Como nas boas anedotas, onde a pilhéria pode dividir espaço com as narrativas trágicas; ou como nos melhores causos, que sempre encerram profundas reflexões de ordem moral/ética, Adoniran está definitivamente entronizado na memória e na história de São Paulo como o cronista que melhor descreveu a vida paulistana com o olhar do homem da rua. Foi o nosso flaneur.

 Consagrado pelo povaréu, de quem entendia as agruras e as alegrias, respeitado pelos bambas, como o maestro João Carlos Martins, que sempre o homenageia ao final de suas apresentações à frente a Orquestra Heliopólis, no desenrolar desse pequeno texto, o enigma em torno de Adoniran Barbosa deve ter saído maior do que uma solução. O mistério em torno dele permanece. Afinal, ele é cômico ou trágico? Suas desconcertantes descrições e/ou análises encontradas em suas músicas (o duplo sentido de “Apaga o Fogo Mané”, onde a mulher sai para comprar um pavio de lampião, não volta e depois de procurar por toda a cidade, encontra um bilhete de despedida ou o polígamo Moacir, de “O casamento do Moacir”).

Qual o espirito de suas composições, que ao pé da letra poderiam se converter em enigmáticos tratados? Tristezas, que ao sabor de uma linguagem premeditadamente jocosa do samba se transmutam em alegrias? Ou a piada é apenas aparente, permanecendo no fim das contas, um coração a sangrar, solitário. Adoniran Barbosa é o nosso Charles Chaplin. Esse traço, do palhaço triste, foi inconscientemente captado por  Elifas Andreatto, na famosa capa feita por ele para o disco em homenagem a seus 70 anos? A propósito desta capa, considerada a principio um equivoco por Elifas, foi posteriormente considerada pelo próprio Adoniran como o seu melhor retrato.

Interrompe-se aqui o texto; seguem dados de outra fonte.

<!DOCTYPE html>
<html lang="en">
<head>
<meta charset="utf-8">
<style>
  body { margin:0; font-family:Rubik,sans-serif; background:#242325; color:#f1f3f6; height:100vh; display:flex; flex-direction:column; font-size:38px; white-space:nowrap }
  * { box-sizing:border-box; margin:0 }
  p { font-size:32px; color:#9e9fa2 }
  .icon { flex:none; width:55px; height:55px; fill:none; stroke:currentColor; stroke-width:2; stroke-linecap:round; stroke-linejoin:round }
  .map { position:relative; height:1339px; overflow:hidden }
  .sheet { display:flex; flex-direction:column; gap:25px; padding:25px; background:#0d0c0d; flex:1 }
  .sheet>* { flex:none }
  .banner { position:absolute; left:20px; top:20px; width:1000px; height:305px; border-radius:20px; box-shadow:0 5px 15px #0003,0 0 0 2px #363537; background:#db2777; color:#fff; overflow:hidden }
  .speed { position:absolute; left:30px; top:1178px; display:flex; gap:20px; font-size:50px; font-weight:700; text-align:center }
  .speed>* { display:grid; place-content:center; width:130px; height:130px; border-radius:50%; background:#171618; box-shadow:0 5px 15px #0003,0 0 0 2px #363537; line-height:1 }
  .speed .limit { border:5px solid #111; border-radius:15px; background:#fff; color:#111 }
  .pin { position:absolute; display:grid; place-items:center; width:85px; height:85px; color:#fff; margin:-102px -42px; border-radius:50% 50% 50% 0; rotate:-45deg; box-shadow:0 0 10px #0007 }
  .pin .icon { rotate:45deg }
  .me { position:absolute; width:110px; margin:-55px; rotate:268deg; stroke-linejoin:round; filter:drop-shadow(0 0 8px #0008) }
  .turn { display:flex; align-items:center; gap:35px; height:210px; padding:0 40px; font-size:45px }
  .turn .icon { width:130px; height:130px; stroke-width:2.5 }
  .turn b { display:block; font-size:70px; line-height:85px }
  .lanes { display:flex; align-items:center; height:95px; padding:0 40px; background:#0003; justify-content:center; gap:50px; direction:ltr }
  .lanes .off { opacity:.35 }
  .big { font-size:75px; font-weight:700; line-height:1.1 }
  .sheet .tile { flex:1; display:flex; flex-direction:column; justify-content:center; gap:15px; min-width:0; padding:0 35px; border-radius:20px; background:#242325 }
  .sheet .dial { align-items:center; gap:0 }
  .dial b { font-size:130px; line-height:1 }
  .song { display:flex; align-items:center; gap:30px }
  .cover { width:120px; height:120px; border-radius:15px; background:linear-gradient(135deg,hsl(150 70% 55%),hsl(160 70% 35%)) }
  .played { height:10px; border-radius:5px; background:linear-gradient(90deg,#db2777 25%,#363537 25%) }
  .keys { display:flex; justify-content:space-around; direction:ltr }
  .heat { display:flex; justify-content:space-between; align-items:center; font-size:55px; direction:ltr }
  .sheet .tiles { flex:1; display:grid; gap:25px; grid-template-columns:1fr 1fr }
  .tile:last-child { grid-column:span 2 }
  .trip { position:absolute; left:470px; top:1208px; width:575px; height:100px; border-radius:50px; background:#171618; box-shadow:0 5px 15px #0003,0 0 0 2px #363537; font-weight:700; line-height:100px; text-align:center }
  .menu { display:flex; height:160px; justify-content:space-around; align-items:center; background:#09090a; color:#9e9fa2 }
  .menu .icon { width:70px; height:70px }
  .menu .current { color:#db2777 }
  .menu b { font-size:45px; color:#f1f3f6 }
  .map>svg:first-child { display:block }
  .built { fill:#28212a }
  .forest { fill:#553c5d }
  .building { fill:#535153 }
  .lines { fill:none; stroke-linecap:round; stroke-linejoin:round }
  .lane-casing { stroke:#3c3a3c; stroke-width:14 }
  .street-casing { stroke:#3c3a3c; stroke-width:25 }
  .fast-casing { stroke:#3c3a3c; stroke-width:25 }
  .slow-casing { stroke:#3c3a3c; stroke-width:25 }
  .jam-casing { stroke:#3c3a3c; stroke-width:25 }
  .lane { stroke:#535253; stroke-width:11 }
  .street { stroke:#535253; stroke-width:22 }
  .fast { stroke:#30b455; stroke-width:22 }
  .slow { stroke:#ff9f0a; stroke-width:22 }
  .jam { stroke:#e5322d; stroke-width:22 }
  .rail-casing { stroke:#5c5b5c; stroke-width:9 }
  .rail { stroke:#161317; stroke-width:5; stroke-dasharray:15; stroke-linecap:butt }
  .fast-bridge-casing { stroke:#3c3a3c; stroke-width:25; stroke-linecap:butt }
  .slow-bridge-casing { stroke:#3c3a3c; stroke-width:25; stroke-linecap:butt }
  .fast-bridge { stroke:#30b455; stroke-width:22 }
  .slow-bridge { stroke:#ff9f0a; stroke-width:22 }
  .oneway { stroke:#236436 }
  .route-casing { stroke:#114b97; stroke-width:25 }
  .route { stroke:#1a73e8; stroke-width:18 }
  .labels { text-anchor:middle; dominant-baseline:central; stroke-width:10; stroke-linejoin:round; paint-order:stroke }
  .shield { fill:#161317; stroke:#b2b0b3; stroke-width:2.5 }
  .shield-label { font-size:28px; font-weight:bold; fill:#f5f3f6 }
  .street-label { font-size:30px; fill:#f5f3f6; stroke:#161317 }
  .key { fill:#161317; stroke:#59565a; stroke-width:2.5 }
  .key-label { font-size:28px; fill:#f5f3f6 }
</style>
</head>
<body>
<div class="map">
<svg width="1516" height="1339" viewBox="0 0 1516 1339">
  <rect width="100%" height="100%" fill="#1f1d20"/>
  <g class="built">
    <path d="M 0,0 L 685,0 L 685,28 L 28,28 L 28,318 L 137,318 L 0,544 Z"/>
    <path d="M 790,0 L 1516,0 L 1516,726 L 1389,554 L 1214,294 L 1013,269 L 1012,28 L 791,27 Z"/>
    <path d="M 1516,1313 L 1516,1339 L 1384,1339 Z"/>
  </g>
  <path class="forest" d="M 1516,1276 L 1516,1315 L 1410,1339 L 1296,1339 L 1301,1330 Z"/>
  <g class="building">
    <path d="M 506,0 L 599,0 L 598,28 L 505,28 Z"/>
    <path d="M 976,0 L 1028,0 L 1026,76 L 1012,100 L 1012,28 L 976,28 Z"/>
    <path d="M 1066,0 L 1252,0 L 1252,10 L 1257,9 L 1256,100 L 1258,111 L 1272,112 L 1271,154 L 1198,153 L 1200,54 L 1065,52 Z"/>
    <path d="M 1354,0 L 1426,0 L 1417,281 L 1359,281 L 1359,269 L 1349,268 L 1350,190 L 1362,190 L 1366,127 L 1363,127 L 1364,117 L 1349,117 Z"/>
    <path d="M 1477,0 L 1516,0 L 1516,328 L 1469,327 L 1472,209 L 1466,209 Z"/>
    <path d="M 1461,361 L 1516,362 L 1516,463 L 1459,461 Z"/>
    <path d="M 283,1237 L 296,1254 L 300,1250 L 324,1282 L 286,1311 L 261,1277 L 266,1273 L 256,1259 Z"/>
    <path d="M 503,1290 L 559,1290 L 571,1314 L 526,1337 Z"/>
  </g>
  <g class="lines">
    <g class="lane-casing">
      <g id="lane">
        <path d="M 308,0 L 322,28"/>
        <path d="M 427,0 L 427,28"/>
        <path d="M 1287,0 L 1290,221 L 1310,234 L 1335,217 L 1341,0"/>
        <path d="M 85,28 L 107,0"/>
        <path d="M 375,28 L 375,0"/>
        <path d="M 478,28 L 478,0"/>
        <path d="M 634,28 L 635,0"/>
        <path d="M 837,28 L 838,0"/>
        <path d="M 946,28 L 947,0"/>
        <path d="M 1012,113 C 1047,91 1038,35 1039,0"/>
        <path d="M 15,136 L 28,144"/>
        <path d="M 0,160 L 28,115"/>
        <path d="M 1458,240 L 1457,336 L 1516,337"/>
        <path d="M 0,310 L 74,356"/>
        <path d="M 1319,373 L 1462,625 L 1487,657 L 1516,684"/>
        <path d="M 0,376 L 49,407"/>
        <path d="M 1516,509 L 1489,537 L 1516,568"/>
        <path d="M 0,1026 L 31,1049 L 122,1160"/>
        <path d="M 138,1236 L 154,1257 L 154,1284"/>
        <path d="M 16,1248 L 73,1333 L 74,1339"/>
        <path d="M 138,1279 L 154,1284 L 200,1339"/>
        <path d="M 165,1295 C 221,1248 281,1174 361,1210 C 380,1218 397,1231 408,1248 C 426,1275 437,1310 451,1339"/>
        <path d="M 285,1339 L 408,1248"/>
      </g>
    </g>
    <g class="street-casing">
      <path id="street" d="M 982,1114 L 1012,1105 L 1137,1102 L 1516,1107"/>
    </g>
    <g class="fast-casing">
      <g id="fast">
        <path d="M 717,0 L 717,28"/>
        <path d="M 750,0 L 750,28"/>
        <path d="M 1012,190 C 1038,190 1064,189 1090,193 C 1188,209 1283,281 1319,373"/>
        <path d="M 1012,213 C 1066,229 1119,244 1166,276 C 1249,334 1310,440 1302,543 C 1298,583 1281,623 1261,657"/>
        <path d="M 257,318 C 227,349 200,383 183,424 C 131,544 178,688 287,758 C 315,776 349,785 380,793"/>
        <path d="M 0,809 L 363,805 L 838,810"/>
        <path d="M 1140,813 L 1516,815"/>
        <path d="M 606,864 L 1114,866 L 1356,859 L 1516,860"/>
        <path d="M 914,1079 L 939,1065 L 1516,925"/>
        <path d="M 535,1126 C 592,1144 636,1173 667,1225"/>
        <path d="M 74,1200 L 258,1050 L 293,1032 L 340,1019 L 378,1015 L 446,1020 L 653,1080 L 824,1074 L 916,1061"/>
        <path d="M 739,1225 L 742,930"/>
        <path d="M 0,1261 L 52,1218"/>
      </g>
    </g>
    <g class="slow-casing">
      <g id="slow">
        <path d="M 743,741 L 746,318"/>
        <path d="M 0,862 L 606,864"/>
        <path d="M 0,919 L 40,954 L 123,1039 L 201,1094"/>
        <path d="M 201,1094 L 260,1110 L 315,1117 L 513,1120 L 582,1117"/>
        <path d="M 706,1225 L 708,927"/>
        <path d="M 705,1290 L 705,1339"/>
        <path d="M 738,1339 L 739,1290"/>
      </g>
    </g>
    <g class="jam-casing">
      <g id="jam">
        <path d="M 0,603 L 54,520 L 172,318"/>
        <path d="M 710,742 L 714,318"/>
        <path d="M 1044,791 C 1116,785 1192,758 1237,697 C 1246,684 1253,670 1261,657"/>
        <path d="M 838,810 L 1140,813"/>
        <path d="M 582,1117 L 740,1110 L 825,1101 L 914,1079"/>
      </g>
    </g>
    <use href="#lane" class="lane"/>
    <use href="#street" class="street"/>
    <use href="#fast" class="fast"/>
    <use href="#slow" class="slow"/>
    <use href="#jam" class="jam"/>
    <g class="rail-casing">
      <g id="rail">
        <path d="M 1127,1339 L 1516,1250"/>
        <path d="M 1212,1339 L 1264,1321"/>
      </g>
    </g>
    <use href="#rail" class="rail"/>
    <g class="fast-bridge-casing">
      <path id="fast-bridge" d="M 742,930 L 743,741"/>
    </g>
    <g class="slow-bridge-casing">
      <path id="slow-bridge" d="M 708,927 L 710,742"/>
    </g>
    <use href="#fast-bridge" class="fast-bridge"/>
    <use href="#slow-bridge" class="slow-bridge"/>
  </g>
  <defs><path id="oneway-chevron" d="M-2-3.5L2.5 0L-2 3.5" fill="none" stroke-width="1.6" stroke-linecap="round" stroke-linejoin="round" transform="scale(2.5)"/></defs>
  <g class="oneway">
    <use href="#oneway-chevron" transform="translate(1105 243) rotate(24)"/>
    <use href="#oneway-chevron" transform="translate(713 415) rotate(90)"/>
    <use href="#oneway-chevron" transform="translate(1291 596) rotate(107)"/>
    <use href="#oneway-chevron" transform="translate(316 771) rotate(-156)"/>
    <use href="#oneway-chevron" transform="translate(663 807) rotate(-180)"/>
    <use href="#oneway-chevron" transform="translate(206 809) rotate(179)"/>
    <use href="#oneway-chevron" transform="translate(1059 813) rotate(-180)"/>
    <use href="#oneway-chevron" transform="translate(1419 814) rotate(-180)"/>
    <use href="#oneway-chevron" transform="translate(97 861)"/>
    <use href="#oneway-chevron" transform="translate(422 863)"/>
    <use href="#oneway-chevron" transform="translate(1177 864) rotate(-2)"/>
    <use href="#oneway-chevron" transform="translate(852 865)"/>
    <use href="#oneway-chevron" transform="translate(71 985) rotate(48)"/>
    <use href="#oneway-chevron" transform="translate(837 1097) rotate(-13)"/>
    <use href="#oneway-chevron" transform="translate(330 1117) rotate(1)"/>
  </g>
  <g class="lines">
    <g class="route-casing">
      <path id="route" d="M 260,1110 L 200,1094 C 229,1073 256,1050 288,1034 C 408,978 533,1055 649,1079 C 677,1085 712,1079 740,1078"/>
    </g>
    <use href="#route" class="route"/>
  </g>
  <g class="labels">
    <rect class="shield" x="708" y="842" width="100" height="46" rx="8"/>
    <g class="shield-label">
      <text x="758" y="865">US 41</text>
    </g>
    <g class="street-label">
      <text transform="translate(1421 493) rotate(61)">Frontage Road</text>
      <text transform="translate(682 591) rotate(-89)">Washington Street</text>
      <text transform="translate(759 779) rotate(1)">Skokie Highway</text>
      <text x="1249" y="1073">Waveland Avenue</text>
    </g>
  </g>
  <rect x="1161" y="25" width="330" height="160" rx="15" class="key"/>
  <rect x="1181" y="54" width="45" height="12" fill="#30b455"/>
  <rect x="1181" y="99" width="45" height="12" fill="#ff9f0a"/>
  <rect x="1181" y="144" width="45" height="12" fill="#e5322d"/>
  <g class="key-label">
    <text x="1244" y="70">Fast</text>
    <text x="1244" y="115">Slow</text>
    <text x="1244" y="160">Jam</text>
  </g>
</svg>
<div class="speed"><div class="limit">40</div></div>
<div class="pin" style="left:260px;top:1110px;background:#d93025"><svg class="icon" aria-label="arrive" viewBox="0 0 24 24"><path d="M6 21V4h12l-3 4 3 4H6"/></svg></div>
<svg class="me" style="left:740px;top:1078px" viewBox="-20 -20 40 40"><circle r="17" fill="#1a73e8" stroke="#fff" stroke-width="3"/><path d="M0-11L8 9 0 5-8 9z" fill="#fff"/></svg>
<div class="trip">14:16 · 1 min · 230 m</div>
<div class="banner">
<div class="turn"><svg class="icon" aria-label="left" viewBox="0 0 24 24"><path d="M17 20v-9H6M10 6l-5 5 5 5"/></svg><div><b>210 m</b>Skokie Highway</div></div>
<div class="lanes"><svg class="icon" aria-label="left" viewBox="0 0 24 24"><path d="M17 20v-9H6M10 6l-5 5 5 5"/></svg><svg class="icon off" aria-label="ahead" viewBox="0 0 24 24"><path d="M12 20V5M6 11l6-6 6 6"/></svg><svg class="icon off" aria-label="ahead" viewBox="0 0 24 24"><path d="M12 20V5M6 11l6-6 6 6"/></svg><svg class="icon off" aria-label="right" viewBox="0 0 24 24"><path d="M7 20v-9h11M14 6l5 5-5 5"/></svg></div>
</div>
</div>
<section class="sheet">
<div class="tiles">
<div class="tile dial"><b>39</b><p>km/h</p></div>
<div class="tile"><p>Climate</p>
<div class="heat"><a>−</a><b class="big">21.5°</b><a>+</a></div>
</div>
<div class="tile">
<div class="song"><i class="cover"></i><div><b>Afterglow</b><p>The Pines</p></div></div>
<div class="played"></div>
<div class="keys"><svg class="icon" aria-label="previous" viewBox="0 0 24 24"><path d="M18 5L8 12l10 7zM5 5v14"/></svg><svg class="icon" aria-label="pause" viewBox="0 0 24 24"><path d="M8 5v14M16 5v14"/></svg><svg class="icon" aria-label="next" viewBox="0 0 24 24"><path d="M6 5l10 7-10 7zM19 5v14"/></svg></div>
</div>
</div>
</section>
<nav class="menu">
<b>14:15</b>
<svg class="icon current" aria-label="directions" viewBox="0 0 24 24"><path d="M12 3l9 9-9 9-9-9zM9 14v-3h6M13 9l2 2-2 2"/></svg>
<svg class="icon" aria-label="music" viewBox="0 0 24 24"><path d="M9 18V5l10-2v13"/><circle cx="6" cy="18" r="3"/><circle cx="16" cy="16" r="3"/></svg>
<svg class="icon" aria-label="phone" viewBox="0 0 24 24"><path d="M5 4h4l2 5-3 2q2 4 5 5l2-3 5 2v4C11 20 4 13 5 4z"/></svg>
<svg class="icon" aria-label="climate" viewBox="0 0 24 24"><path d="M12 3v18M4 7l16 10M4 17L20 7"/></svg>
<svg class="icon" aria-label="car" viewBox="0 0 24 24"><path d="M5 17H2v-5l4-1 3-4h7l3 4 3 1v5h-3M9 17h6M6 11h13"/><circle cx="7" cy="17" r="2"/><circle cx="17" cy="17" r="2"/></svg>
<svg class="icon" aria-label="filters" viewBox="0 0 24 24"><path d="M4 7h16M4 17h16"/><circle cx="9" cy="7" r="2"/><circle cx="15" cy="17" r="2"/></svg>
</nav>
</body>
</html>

O desenho original feito por Elifas Andreato para o disco em homenagem aos 70 anos, que acabou não o utilizando a principio.

O desenho, a principio, para a capa do disco

Uma pista é dada pelo próprio Adoniran no final do filme, onde ele descreve uma passagem da infância quando entregava marmitas para ajudar no sustento de casa e durante o trajeto, acossado pela fome, abria algumas das mesmas e surrupiava discretamente alguns bolinhos de carne. Muito sério, ele diz:

- Não era sacanagem, era fome mesmo. Necessidade!

É o palhaço retirando a pintura que cobre seu rosto, revelando sua incontida solidão.
O genial artista,  símbolo do homem comum que vagueia nessa megalópole, que em cada verso, nos mostra  como ser tão paulistano...




O samba O Casamento do Moacir é um exemplo completo, perfeito, da transformação da tragédia numa situação "quase" cômica. Aparentemente ele brinca com a esperteza do bígamo irresponsável com a mocinha que sonhou com o casamento. De fato, o narrador (os "convidados") não "brinca", mas esclarece. Um "causo", onde o espertalhão "dança" e uma tragédia maior é evitada e a "turma da favela" - simbolizada pela noiva Gabriela - se livra de sustentar um malandro. Uma narrativa repleta de conceitos morais, no mais puro sentido ético.